What needs to be done – Look through the data below and return each line where "roads" appears.

(Stored entries)
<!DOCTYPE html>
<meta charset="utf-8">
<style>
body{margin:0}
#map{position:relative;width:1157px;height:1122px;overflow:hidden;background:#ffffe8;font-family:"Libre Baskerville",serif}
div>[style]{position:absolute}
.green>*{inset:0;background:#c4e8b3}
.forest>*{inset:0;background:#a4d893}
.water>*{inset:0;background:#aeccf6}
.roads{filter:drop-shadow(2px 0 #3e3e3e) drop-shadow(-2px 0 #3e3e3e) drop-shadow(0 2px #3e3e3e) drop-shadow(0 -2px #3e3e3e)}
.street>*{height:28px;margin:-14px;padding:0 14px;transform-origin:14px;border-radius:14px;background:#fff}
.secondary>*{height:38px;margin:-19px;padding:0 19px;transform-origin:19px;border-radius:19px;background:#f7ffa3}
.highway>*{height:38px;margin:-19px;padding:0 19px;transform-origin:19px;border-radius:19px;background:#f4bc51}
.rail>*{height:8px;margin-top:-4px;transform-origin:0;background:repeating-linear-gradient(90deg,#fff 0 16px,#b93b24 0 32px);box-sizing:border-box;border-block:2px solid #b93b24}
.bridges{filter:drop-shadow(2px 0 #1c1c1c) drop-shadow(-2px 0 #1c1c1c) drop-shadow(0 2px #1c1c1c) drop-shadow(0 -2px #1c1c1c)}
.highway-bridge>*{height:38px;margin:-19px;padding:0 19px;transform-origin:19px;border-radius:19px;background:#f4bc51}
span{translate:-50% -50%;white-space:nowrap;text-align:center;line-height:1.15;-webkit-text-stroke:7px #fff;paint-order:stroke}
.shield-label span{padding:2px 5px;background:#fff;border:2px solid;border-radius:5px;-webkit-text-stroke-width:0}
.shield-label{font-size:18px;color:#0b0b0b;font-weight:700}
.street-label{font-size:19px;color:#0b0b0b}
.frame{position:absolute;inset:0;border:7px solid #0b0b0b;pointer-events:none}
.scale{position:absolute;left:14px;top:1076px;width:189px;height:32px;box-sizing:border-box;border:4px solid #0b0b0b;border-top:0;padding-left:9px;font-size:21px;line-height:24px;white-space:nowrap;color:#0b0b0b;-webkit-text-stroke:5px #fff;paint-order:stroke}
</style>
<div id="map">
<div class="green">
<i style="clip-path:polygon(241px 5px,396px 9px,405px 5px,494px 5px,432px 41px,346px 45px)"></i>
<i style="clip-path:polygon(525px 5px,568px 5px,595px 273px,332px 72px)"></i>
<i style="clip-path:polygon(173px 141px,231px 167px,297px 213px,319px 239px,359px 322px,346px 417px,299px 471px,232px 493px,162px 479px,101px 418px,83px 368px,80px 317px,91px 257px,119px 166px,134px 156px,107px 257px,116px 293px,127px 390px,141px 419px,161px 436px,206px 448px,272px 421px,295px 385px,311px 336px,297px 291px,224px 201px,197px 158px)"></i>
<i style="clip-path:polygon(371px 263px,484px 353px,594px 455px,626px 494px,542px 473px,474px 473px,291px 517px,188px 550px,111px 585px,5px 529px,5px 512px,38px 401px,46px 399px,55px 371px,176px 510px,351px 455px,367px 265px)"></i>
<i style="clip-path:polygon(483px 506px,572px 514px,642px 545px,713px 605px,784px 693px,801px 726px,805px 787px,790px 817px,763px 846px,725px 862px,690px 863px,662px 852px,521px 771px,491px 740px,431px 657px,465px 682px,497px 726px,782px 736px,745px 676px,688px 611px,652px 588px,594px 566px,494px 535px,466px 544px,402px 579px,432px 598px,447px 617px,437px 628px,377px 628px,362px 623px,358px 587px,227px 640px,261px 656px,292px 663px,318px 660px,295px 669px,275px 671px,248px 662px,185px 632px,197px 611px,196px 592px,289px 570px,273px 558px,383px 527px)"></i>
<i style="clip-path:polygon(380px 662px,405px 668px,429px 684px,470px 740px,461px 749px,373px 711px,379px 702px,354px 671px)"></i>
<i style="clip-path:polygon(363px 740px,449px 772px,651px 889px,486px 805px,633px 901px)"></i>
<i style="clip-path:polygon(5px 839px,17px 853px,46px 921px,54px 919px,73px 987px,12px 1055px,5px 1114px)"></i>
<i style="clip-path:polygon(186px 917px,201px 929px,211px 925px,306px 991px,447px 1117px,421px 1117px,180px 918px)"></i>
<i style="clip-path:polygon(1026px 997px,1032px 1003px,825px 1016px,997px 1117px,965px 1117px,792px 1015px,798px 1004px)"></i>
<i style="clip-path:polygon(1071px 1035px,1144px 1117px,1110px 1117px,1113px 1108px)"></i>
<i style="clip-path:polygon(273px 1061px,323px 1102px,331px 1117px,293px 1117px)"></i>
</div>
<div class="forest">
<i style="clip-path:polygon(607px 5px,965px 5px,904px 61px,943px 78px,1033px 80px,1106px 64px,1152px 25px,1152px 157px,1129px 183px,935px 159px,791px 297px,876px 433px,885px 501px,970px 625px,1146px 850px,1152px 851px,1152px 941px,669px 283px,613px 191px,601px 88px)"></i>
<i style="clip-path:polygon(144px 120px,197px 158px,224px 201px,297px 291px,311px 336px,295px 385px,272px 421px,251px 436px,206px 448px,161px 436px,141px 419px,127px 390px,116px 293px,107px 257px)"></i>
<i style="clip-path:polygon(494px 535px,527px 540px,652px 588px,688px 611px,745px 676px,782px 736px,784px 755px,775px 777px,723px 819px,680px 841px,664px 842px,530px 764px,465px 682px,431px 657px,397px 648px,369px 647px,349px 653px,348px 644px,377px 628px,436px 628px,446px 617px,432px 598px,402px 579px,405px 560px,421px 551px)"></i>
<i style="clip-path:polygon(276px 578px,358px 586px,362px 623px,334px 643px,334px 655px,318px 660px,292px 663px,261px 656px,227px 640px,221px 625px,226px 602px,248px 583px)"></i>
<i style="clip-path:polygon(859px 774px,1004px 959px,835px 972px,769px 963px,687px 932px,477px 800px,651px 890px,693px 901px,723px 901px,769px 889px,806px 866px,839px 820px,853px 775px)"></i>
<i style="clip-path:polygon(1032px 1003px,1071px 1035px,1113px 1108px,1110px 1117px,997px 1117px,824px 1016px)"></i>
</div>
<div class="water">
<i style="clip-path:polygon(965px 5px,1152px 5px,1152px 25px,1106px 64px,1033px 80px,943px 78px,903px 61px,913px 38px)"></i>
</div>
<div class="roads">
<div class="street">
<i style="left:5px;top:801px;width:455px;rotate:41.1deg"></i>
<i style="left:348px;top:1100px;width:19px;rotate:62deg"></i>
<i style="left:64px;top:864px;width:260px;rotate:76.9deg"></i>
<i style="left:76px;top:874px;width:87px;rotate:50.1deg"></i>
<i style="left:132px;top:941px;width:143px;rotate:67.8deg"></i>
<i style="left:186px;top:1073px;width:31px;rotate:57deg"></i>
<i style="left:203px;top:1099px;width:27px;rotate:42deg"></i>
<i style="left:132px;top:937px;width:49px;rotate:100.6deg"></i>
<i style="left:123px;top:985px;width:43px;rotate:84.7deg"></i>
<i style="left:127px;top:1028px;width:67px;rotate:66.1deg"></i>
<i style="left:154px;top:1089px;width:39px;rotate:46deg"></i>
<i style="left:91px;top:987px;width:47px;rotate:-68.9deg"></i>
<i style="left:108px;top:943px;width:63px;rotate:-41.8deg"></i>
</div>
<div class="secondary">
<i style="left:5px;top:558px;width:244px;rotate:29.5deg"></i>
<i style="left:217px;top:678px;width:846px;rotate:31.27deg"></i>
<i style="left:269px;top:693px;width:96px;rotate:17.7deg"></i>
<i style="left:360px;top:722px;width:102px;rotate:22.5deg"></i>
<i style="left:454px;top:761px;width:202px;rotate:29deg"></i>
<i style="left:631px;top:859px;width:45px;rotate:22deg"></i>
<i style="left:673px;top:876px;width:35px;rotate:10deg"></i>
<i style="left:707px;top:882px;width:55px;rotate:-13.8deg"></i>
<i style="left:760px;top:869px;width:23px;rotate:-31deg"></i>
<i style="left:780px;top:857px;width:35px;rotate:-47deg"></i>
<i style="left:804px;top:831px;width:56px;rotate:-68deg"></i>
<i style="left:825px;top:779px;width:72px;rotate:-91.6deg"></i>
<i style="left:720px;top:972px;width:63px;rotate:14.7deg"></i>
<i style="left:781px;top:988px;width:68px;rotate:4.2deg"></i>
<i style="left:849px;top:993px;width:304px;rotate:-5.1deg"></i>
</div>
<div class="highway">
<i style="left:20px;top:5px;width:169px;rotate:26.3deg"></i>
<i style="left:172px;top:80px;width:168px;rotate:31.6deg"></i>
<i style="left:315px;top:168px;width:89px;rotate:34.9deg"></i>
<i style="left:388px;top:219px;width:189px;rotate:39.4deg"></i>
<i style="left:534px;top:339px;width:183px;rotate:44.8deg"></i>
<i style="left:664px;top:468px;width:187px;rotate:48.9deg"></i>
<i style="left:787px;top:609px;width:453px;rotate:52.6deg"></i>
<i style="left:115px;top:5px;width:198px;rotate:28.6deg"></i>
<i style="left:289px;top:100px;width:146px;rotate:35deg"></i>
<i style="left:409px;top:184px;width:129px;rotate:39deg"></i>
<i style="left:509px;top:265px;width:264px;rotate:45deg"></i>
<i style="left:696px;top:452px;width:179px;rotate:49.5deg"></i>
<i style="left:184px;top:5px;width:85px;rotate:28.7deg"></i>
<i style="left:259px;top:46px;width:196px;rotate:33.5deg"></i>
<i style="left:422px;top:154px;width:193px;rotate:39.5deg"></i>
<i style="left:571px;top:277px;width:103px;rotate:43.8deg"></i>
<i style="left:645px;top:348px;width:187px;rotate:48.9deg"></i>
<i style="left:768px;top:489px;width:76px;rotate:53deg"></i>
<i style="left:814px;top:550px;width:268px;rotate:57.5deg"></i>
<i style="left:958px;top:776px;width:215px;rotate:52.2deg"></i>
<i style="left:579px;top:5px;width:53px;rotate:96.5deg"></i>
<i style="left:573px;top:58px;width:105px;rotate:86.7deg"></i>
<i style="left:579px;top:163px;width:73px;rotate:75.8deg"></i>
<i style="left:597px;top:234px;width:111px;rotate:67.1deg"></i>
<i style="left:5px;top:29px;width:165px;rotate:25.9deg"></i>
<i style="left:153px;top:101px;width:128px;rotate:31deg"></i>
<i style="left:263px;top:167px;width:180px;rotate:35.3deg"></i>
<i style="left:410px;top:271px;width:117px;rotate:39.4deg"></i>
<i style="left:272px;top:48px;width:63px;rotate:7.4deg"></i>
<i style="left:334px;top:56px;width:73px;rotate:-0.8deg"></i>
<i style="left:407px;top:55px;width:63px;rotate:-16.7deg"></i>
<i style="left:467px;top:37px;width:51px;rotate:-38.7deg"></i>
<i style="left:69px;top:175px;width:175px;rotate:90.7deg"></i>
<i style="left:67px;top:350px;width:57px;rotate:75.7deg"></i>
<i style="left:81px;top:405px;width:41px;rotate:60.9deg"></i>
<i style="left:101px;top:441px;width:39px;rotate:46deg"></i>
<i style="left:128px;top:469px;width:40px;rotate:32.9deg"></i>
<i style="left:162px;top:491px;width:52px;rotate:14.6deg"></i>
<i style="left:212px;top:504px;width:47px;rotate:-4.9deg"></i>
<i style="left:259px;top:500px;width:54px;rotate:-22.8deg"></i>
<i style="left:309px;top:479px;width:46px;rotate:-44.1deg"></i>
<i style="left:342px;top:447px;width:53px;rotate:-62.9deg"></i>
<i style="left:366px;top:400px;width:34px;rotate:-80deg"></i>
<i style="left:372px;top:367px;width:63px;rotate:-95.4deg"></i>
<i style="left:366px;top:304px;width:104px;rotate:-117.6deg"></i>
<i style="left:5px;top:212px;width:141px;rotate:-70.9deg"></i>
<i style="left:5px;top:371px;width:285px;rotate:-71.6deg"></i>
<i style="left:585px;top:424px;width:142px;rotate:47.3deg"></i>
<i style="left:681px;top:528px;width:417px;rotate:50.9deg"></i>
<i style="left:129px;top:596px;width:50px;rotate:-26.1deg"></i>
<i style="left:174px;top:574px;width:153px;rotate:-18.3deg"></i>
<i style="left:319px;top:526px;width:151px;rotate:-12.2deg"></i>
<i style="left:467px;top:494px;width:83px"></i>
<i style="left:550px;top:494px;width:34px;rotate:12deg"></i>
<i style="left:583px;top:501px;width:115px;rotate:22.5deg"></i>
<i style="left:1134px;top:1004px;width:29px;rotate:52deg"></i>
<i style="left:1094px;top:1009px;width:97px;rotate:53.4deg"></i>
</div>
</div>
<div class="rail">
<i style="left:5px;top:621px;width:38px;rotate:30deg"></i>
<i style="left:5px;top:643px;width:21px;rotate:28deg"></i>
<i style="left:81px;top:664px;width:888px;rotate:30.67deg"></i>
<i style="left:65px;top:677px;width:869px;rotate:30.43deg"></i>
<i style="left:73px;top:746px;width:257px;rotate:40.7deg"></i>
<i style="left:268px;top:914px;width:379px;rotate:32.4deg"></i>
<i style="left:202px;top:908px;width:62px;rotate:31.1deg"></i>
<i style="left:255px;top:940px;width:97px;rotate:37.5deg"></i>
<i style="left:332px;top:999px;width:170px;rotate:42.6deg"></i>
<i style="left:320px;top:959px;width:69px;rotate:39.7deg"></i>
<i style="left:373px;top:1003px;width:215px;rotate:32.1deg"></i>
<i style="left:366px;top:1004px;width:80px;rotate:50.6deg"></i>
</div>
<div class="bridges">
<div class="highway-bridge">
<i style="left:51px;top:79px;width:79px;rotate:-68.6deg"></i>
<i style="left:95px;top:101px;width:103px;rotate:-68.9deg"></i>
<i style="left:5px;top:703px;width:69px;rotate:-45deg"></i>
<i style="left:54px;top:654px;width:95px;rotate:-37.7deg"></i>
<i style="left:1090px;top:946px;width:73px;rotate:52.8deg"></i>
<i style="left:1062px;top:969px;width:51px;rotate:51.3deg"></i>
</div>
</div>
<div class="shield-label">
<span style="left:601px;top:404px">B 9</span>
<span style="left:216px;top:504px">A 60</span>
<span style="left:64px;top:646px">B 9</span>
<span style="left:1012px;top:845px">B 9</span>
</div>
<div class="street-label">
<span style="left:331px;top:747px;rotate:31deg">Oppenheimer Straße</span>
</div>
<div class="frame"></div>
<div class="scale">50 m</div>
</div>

Expected answer –
.roads{filter:drop-shadow(2px 0 #3e3e3e) drop-shadow(-2px 0 #3e3e3e) drop-shadow(0 2px #3e3e3e) drop-shadow(0 -2px #3e3e3e)}
<div class="roads">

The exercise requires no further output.